Records for the task:
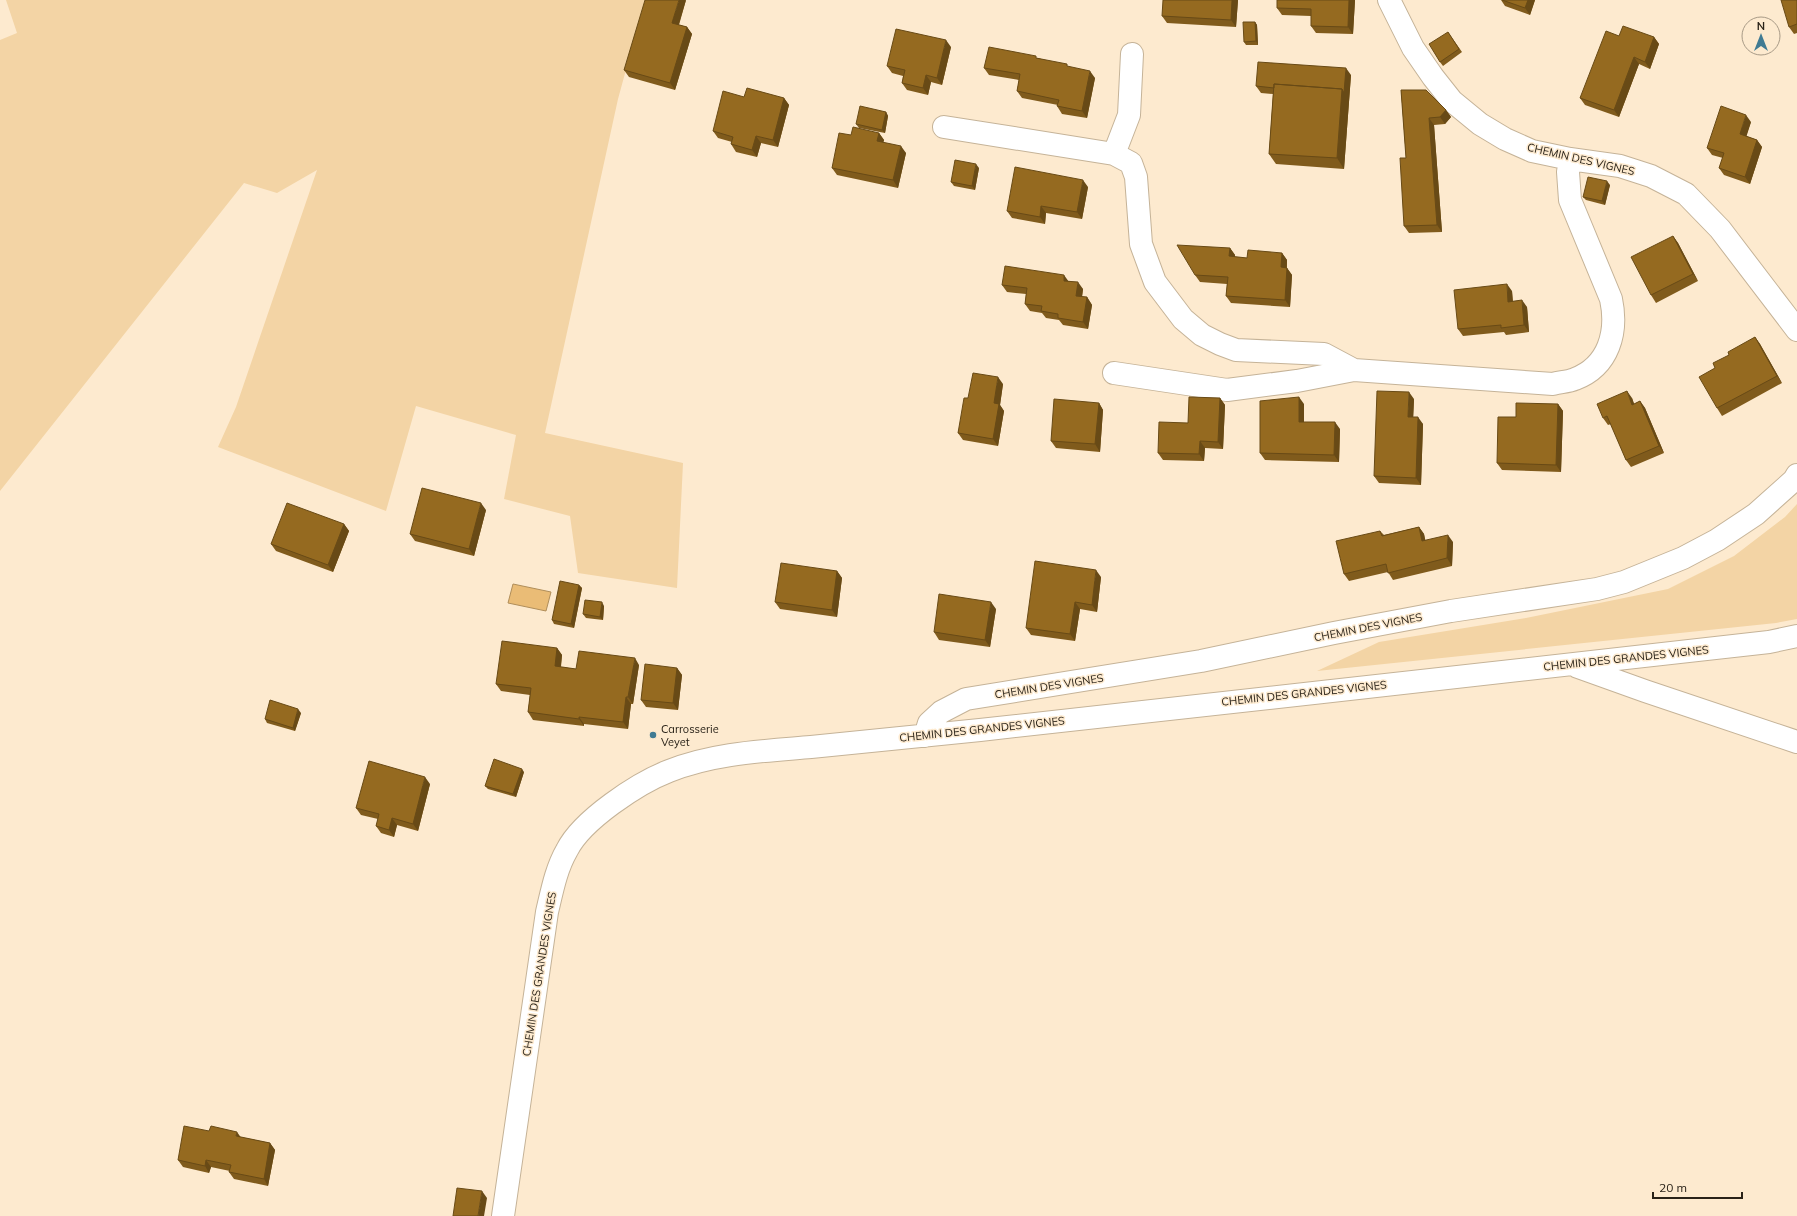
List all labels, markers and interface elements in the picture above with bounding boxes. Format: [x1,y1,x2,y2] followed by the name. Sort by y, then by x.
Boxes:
[1741,16,1781,56] north arrow
[1757,19,1765,33] text: N
[1526,140,1636,178] street label: CHEMIN DES VIGNES
[1313,610,1424,644] street label: CHEMIN DES VIGNES
[1543,642,1710,674] street label: CHEMIN DES GRANDES VIGNES
[994,670,1105,702] street label: CHEMIN DES VIGNES
[1221,677,1388,709] street label: CHEMIN DES GRANDES VIGNES
[899,713,1066,745] street label: CHEMIN DES GRANDES VIGNES
[661,722,719,749] place label: Carrosserie Veyet
[648,730,658,740] marker: Carrosserie Veyet
[519,891,559,1057] street label: CHEMIN DES GRANDES VIGNES
[1653,1174,1742,1200] scale bar
[1659,1180,1687,1195] text: 20 m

Instructions to follow:
The records are to be retyped in full and exactly, with no image carried over.

Reply:
List all labels, markers and interface elements in the picture above with bounding boxes. Format: [x1,y1,x2,y2] followed by the name. Sort by y, then by x.
Boxes:
[1741,16,1781,56] north arrow
[1757,19,1765,33] text: N
[1526,140,1636,178] street label: CHEMIN DES VIGNES
[1313,610,1424,644] street label: CHEMIN DES VIGNES
[1543,642,1710,674] street label: CHEMIN DES GRANDES VIGNES
[994,670,1105,702] street label: CHEMIN DES VIGNES
[1221,677,1388,709] street label: CHEMIN DES GRANDES VIGNES
[899,713,1066,745] street label: CHEMIN DES GRANDES VIGNES
[661,722,719,749] place label: Carrosserie Veyet
[648,730,658,740] marker: Carrosserie Veyet
[519,891,559,1057] street label: CHEMIN DES GRANDES VIGNES
[1653,1174,1742,1200] scale bar
[1659,1180,1687,1195] text: 20 m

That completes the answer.